Received the AA Ti and AAA copper today. Sequence of AA model is LMH and it is MLH for the AAA version. Nice, clean tint too! If there is PWM in either light I definitely can't notice it but I'm sure once Jon gets his he can fill us in  For my uses they'll both work great! The threads on the AAA copper are buttery smooth and surprisingly the AA titanium is very smooth with almost no grit. After my usual treatment for Ti it should be buttery smooth as well! Great lights and a good price too.


----------



## J Smith (Mar 20, 2017)

I think the SS AA is a rev 4,MLH and does have PWM. The only Maratac I have right now with no PWM is the AAA Ti.
As far as the clip goes the SS AA came with a polished clip. I used a dremel with a polishing wheel with a med grit polishing compound to get the paint off the AAA clip then went back over it with a fine polish. Got really good at this with knife clips over the years. The AAA clip is a pain because of the size and all the bends and curves.
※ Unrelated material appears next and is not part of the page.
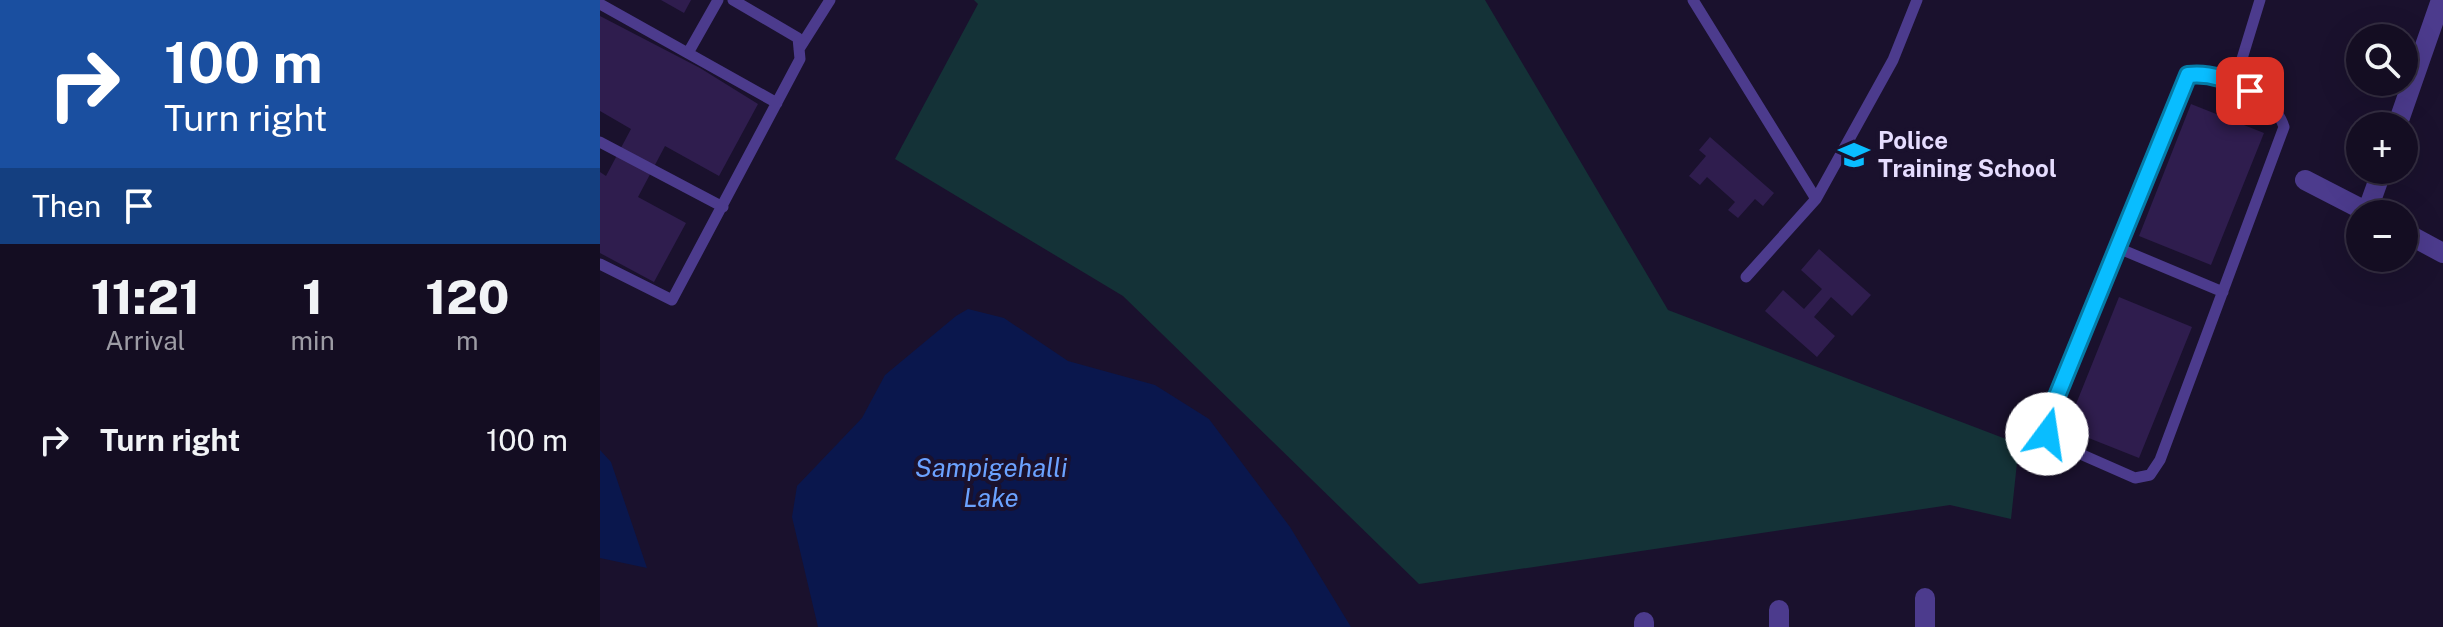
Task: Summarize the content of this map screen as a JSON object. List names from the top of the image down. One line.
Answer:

It would be a lot easier with one of the scotch brite wheels to strip it but I was out of them.


----------



## J Smith (Mar 20, 2017)

snowlover91 said:


> Received the AA Ti and AAA copper today. Sequence of AA model is LMH and it is MLH for the AAA version. Nice, clean tint too! If there is PWM in either light I definitely can't notice it but I'm sure once Jon gets his he can fill us in  For my uses they'll both work great! The threads on the AAA copper are buttery smooth and surprisingly the AA titanium is very smooth with almost no grit. After my usual treatment for Ti it should be buttery smooth as well! Great lights and a good price too.



What is your treatment for the ti threads? I would like to smooth my AAA out a little more.


----------



## jon_slider (Mar 20, 2017)

snowlover91 said:


> I actually find my AAA Maratac twisty has smoothed out a good bit over time and with the use of "super lube" on the threads. Seems to really help.





J Smith said:


> What is your treatment for the ti threads?



for my Titanium Thrunite I used:
"_a polishing wheel with a med grit polishing compound_"
after trying dielectric grease, I went with Nano Oil

I worked the threads by hand, with the O ring and battery removed, twisting the head slightly, pushing and pulling, to clear and smooth any galling.. it helped, but at the end what I realized is that even without an O ring the titanium will still gall against itself.. ymmv

as an aside, mix and matching a copper to Titanium Lego, makes for VERY smooth threads, eg, copper head on Ti Body and swap versa

just to give you some idea, though I dont have a TiMaratac..


----------



## snowlover91 (Mar 20, 2017)

J Smith said:


> What is your treatment for the ti threads? I would like to smooth my AAA out a little more.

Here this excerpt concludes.